A remediation might require a full system reboot in order for the patch or update to take effect. Occasionally, a remediation might even require a second reboot.
As an administrator, to determine if an advisory or minion requires a reboot as part of a remediation, first run an assessment.
|On the Advisories tab of the policy dashboard, check the Install Behavior column for the advisory's status:
|On the Minions tab of the policy dashboard, check the Needs Reboot column for the minion's status:
If you detemine your system or minion needs a reboot follow these steps:
- On the Minions tab of the policy dashboard, click the checkbox next to a minion that shows true in the Needs Reboot column.
- Click Run Command.
- In the Function menu, select the system.reboot command.
- In the Arguments field, add the necessary arguments.
- For Windows nodes, the system.reboot command needs two arguments: timeout and in_seconds. Set the first argument to 0 and the second argument to true. See the win_system.reboot module documentation for more information about these arguments.
- For Linux nodes, the system.reboot command takes one argument: at_time. See the system.reboot module documentation for more information about these arguments.
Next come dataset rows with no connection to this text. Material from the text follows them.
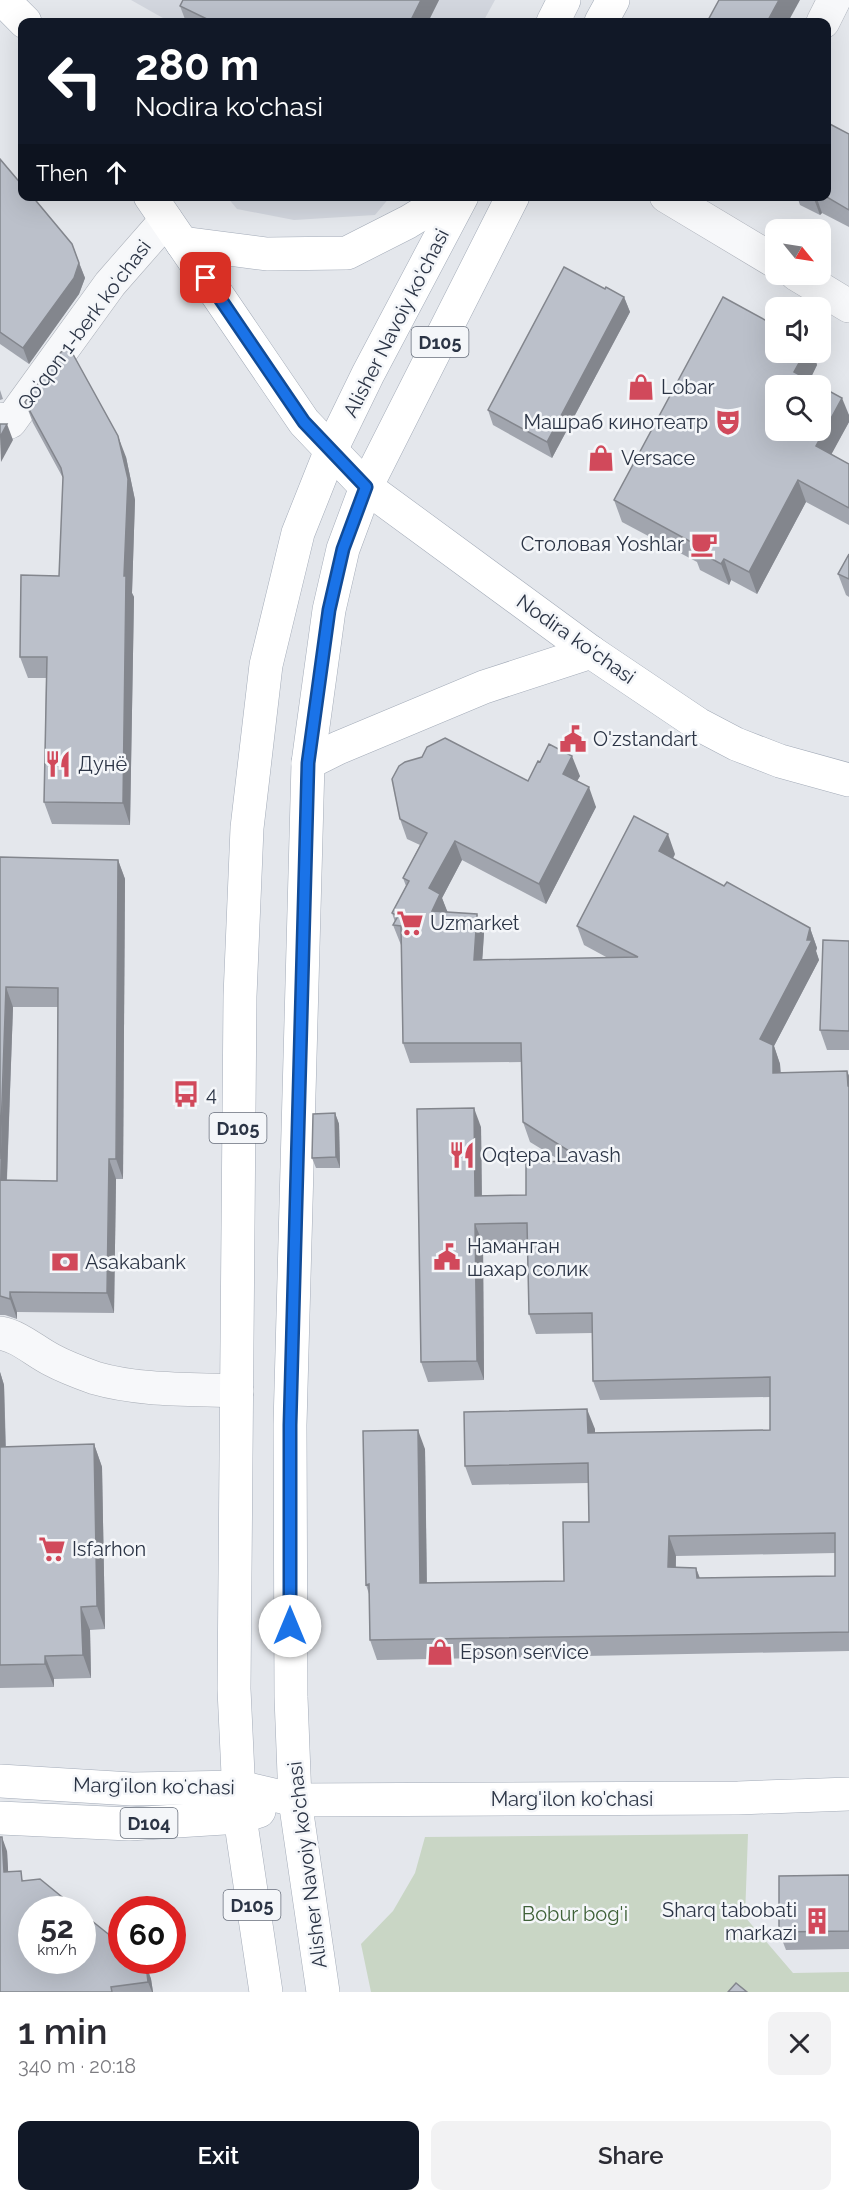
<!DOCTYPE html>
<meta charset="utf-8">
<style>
body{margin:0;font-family:Raleway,sans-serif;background:#f2f2f3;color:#2b2b33;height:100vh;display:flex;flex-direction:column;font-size:22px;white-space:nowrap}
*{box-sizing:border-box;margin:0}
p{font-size:20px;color:#7c7c81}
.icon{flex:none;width:33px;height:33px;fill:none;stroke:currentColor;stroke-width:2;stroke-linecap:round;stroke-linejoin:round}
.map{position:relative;height:1992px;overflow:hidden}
.sheet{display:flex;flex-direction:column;background:#fff;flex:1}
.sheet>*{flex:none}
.hud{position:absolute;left:18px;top:18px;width:813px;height:183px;border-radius:12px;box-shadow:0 6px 24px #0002;background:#111827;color:#fff;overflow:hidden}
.needle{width:39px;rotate:120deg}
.tools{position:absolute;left:765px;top:219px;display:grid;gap:12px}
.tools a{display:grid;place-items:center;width:66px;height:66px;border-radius:12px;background:#fff;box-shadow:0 6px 24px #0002;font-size:30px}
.speed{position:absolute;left:18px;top:1896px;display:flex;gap:12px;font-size:30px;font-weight:700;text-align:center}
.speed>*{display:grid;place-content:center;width:78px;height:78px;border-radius:50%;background:#fff;box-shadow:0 6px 24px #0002;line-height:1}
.speed small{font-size:15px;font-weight:400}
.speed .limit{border:9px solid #d22;background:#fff;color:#111}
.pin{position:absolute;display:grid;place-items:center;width:51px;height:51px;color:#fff;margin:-26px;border-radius:12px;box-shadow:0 3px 9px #0006}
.me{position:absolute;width:66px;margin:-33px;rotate:0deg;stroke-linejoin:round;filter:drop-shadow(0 0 4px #0008)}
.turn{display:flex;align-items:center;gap:21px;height:126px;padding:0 18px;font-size:27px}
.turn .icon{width:78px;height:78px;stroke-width:2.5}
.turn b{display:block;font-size:42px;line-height:51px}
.then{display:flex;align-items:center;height:57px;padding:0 18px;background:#0003;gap:12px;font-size:22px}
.round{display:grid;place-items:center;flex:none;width:63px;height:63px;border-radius:12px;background:#f2f2f3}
.head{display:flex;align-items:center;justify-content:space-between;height:102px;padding:0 18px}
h1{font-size:36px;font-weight:600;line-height:45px}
.primary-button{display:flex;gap:12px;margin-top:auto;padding:12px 18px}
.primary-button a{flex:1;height:69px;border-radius:12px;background:#111827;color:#fff;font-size:24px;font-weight:600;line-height:69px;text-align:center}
.primary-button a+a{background:#f2f2f3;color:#2b2b33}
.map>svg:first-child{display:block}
</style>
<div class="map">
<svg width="849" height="1992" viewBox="0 0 849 1992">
<rect width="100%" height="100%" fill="#e4e7ec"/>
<g fill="#d2d6de">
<path d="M131,0H495L483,22H170Z"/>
<path d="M227,197H390L375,215L294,220L237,209Z"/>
</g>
<path fill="#c9d6c5" d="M748,1834L745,1917L793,1973L849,1972V1992H371L361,1944L393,1911L415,1873L425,1837Z"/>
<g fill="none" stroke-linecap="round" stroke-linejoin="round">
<defs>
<g id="minor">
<path d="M823,22L834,0"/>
<path d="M666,196L776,262"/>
<path d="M796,274L849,306"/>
<path d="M0,419L10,422L110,284L166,220"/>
<path d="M0,1333C21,1337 34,1351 52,1360C65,1367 81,1373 95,1378C140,1391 191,1389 237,1391"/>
</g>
<g id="major">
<path d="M3,0L25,22"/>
<path d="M553,22L564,0"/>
<path d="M601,22L613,0"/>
<path d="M150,196L304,422L366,487L591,652L698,724L736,744L780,761L849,780"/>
<path d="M182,243L267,254L347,253L408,222L451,196"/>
<path d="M308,763L338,748L484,687L591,652"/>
<path d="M0,1781L132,1789L239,1787L295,1800L738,1798L849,1794"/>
<path d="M0,1818L129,1824L240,1817L259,1811"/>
<path d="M266,1992L240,1817L234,1689L240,996L247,828L266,665L298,533L331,450L368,374L462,196"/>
<path d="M323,1992L295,1800L291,1697L290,1425L308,763L329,610L343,549L366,487L513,196"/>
</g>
</defs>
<use href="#minor" stroke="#a9aeb7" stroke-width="34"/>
<use href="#major" stroke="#a3abb8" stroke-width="34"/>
<use href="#minor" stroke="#f7f8fa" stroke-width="33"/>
<use href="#major" stroke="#fff" stroke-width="33"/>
</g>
<g fill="#a1a5ae" fill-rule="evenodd">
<path d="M183,0H439L428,22H186L180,6Z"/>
<path d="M849,134V227L822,213L820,215L800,205L797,196H826Z"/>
<path d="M0,159L72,244L85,278L79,294L29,364L0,344Z"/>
<path d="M605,289L624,297L630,312L552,458L493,425L488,410Z"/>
<path d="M776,352H813L817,365L809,380L849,415V422L831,454L849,464V525L806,502L757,594L731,580L729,585L700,570L697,562L622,522L614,500Z"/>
<path d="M0,390L3,399L0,400Z"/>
<path d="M25,402L126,457L135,500L132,593L134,597L130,825L52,824L44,802L46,678H28L20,657L59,576L63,478L33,423Z"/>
<path d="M849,554V597L846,595L838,574Z"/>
<path d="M540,762L580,776L577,781L596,807L546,904L462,860L442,898L447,912L484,933L482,960L608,958L584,945L577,926L675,854L673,859L724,886L810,928L817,948L816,951L819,960L774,1046L780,1064L781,1073L847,1071L849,1076V1651L377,1660L370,1640L369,1594L366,1585L425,1449L427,1583L564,1581L589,1522L588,1483L472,1485L465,1466L595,1429V1433L770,1430V1397L600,1400L593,1381L592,1333L536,1334L529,1314L527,1243L483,1244L484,1380L428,1382L421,1362L481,1127L482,1196L526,1195L561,1161L530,1142L523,1122L522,1062L410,1063L403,1043L401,945L393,925L395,922L392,913L406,886L403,878L420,845L407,839L400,819L528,781ZM835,1553V1576L700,1578L696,1568L676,1567V1556Z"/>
<path d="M0,857L118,860L125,879L123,1179H116L114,1313L17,1312V1319L5,1315H0ZM13,1007H58L57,1181L7,1180Z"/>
<path d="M849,941V1050H827L820,1030Z"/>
<path d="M335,1113L339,1124L340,1168H316L312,1158Z"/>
<path d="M0,1372L4,1385L6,1447L94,1444L102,1467L105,1629L90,1630L91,1678L54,1679V1687L0,1688Z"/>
<path d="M7,1851L8,1872L25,1881L146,1965L151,1979L153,1992H0Z"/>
<path d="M849,1875V1949L786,1950L779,1932Z"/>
</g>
<g fill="#83868d">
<path d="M421,0H439L428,22H410Z"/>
<path d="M779,0H800L788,22H767Z"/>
<path d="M813,196H816L822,213L820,215Z"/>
<path d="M79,263L85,278L79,294L29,364L23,348Z"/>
<path d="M624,297L630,312L552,458L547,442Z"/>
<path d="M805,352H813L817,365L807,386L794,372Z"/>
<path d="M842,398L849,415V422L824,468L816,446Z"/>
<path d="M7,424L13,440L1,462L0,437Z"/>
<path d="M118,436L126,457L135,500L132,593L134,597L130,825L123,803L124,576Z"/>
<path d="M798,480L806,502L757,594L749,572Z"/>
<path d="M724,559L731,580L729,585L721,564Z"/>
<path d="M572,756L580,776L570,793L563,774Z"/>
<path d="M589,787L596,807L546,904L539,884Z"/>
<path d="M668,834L675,854L666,871L659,851Z"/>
<path d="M455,841L462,860L442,898L448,913L432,911L429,888Z"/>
<path d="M118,860L125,879L123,1179L116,1159Z"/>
<path d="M477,914L484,933L481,980L474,960Z"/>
<path d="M810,928L817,948L816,951L819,960L774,1046L780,1064L781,1093L760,1039L807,940Z"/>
<path d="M6,987L13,1007L6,1200L0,1182Z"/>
<path d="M847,1071L849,1076V1090L848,1086Z"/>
<path d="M474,1108L481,1127L482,1216L475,1196Z"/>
<path d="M335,1113L339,1124L340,1168L336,1157Z"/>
<path d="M109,1159L116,1179L114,1313L107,1293Z"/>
<path d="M475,1224L483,1244L484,1380L477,1361Z"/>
<path d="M10,1292L17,1312V1319L10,1299Z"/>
<path d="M0,1372L4,1385L6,1470L0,1453Z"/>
<path d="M587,1409L595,1429V1453L588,1433Z"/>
<path d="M418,1430L425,1449L427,1603L420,1583Z"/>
<path d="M94,1444L102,1467L105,1629L97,1606Z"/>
<path d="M669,1536L676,1556L675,1586L668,1567Z"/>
<path d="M696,1568L703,1588L697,1578Z"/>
<path d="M81,1607L90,1630L91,1678L83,1655Z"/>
<path d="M45,1656L54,1679V1687L45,1664Z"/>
<path d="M2,1837L7,1851L9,1886L4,1872Z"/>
<path d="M146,1965L151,1979L153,1992H152L148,1982Z"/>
</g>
<g fill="#bbc0ca" stroke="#83868d" stroke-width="1.5" fill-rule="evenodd">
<path d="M183,0H421L410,22H213L180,6Z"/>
<path d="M719,0H779L767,22H707Z"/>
<path d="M826,122L849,134V210L825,196H826Z"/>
<path d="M0,159L22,185V196H32L72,244L79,263L74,278L23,348L0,332Z"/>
<path d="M564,267L605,289L606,287L624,297L547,442L488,410Z"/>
<path d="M723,297L776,326V352H805L794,372L820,386H776V430H820V386L842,398L816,446L849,464V508L798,480L749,572L724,559L721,564L692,548L695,544L614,500Z"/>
<path d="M69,347L118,436L128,479L124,576H126L123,803L44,802L47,657H20L21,575L59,576L63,477L61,468L25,402L61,352Z"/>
<path d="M0,424H7L0,437Z"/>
<path d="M849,554V579L838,574Z"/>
<path d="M445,738L528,781L538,761L540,762L549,744L572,756L563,774L589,787L539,884L455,841L429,888L440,894L432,911L477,914L474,960L638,957L577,926L634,816L668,834L659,851L724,886L727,882L810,928L807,940H812L760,1039L773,1045V1073L847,1071L848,1086L849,1087V1632L370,1640L369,1584L366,1585L363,1431L418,1430L420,1583L564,1581L563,1522H589L588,1463L465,1466L464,1412L587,1409L588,1433L770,1430V1377L593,1381L592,1313L529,1314L527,1223L475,1224L477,1361L421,1362L417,1109L474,1108L475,1196L526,1195V1162L585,1161L523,1122L521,1043H403L401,926L393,925L398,916L392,913L409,881L403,878L427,833L400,819L392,779L399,766L405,762L422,757L427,747ZM835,1533V1576L697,1578L696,1568L668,1567L669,1536Z"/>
<path d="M0,857L118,860L116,1159H109L107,1293L10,1292V1299L0,1296V1180L57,1181L58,988L6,987L0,1159Z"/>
<path d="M823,940L849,941V1031L820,1030Z"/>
<path d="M335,1113L336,1157L312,1158L313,1114Z"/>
<path d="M94,1444L97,1606L81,1607L83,1655L45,1656V1664L0,1665V1447Z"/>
<path d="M0,1837H2L4,1872L21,1871L22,1881L40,1879L78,1910H32V1960H82V1913L122,1945V1960H140L146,1965L148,1982L111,1987L112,1992H0Z"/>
<path d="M849,1875V1931L779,1932V1876Z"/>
<path d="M736,1983L747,1992H728Z"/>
</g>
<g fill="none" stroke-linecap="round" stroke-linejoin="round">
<defs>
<path id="route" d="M206,278L304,422L366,487L343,549L329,610L308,763L290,1425V1626"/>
</defs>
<use href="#route" stroke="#114b97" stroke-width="15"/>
<use href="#route" stroke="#1a73e8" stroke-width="10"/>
</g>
<defs>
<symbol id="shop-bare" viewBox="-9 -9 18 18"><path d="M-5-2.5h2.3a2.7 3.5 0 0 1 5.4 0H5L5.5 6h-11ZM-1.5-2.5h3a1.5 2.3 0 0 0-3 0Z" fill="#d1495b" stroke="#f4f6f9" stroke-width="2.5" paint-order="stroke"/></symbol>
<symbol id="theatre-bare" viewBox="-9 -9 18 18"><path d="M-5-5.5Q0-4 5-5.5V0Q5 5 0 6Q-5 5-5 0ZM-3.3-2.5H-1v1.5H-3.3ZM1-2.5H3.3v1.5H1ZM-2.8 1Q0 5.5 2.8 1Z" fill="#d1495b" stroke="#f4f6f9" stroke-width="2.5" paint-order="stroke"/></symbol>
<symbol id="cafe-bare" viewBox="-9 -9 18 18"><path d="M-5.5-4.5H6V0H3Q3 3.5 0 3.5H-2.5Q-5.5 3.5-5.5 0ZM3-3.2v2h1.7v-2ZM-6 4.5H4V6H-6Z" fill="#d1495b" stroke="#f4f6f9" stroke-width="2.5" paint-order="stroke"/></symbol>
<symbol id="civic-bare" viewBox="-9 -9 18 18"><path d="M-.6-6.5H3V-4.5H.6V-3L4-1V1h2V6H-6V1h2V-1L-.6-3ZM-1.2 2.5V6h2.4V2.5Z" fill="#d1495b" stroke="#f4f6f9" stroke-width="2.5" paint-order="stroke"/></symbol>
<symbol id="restaurant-bare" viewBox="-9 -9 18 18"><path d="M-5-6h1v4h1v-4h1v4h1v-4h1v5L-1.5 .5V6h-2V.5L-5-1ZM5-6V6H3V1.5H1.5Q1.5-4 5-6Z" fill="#d1495b" stroke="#f4f6f9" stroke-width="2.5" paint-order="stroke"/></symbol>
<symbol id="supermarket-bare" viewBox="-9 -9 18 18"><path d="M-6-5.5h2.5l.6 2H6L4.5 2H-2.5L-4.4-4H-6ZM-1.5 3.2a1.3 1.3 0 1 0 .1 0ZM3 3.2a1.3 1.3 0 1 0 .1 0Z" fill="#d1495b" stroke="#f4f6f9" stroke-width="2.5" paint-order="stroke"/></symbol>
<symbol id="bus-bare" viewBox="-9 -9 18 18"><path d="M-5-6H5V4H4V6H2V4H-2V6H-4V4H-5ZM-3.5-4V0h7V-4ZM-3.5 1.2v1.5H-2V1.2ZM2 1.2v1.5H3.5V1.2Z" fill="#d1495b" stroke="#f4f6f9" stroke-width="2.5" paint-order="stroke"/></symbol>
<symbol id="bank-bare" viewBox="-9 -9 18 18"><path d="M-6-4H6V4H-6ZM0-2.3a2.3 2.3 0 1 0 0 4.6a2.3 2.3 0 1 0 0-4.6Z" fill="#d1495b" stroke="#f4f6f9" stroke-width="2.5" paint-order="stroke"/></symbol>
<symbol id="building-bare" viewBox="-9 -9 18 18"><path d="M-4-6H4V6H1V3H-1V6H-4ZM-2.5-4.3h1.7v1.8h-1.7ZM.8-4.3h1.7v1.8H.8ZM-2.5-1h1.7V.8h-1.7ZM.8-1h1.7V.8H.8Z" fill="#d1495b" stroke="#f4f6f9" stroke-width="2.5" paint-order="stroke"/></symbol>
</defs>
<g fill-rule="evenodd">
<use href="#shop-bare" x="622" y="368" width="38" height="38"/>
<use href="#theatre-bare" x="709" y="403" width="38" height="38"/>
<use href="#shop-bare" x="582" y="439" width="38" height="38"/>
<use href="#cafe-bare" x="685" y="525" width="38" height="38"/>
<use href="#civic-bare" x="554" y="720" width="38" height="38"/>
<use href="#restaurant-bare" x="39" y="745" width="38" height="38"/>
<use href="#supermarket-bare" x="391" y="904" width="38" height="38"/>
<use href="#bus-bare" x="167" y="1075" width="38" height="38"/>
<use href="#restaurant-bare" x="443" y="1136" width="38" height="38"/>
<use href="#civic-bare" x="428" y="1238" width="38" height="38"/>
<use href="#bank-bare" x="46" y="1243" width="38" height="38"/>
<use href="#supermarket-bare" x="33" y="1530" width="38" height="38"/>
<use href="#shop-bare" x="421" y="1633" width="38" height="38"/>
<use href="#building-bare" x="798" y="1902" width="38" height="38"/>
</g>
<g text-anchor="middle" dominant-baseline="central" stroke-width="5" stroke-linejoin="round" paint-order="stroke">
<g fill="#f4f6f9" stroke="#676e7b" stroke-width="1.5">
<rect x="411.5" y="327" width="57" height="30" rx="4.5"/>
<rect x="209.5" y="1113" width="57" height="30" rx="4.5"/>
<rect x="120.5" y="1808" width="57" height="30" rx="4.5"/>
<rect x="223.5" y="1890" width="57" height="30" rx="4.5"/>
</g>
<g font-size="18" font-weight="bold" fill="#2b3445">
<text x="440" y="342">D105</text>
<text x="238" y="1128">D105</text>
<text x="149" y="1823">D104</text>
<text x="252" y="1905">D105</text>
</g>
<g font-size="20" fill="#2b3445" stroke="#f4f6f9">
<text transform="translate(396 323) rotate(-63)">Alisher Navoiy ko'chasi</text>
<text transform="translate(84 325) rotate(-53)">Qoʻqon 1-berk koʻchasi</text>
<text transform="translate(576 639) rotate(35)">Nodira ko'chasi</text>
<text transform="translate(154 1786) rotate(1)">Margʻilon koʻchasi</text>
<text x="572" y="1799">Marg'ilon ko'chasi</text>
<text transform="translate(307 1865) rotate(-97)">Alisher Navoiy ko'chasi</text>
</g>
<g font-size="20" fill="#2b3445" stroke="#f4f6f9" text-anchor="start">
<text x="661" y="387">Lobar</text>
<text x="708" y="422" text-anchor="end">Машраб кинотеатр</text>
<text x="621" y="458">Versace</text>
<text x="684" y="544" text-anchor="end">Столовая Yoshlar</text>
<text x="593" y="739">O'zstandart</text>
<text x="78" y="764">Дунё</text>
<text x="430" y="923">Uzmarket</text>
<text x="206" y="1094">4</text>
<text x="482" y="1155">Oqtepa Lavash</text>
<text x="467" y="1246">Наманган<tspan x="467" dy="23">шахар солик</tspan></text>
<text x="85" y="1262">Asakabank</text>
<text x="72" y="1549">Isfarhon</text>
<text x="460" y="1652">Epson service</text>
<text x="797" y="1910" text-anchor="end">Sharq tabobati<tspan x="797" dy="23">markazi</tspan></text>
</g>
<g font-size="20" fill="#3f6138" stroke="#f4f6f9">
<text x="575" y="1914">Bobur bog'i</text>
</g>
</g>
</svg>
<div class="tools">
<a><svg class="needle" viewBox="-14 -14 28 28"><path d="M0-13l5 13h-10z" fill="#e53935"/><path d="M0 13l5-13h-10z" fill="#7c7c81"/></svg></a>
<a><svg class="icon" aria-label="sound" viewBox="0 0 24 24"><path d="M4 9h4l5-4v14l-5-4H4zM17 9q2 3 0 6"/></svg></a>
<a><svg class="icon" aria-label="search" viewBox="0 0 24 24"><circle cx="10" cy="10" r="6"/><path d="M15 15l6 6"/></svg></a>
</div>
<div class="speed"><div>52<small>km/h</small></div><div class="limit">60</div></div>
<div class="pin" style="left:206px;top:278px;background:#d93025"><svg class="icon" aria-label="arrive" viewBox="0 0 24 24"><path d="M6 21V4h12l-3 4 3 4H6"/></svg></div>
<svg class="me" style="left:290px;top:1626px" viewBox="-20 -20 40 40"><circle r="19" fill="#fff"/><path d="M0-13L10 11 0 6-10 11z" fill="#1a73e8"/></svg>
<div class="hud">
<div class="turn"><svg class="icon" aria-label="left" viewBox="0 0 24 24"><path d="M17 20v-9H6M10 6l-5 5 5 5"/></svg><div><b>280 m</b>Nodira ko'chasi</div></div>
<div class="then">Then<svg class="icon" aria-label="ahead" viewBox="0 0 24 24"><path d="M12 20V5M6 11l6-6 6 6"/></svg></div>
</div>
</div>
<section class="sheet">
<div class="head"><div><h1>1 min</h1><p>340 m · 20:18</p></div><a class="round"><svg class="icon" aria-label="close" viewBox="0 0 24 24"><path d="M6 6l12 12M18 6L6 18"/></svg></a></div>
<div class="primary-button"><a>Exit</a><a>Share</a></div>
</section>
- (Optional) If you want to schedule a reboot for a specific time, create a job that reboots the minion and then set that job to run at a scheduled time. See Automation Config jobs workflow for more information.
- Click Run Command to run this command on the select minion.
After initiating a reboot, the minion might take several minutes to reboot and come back online.
To check whether the minion is back online after a reboot, refresh the Minions tab in the Vulnerability workspace and check the minion’s presence. See Minion presence for more information.
What to do next
After rebooting a minion as part of a remediation, you must run another assessment to verify the remediation was successful.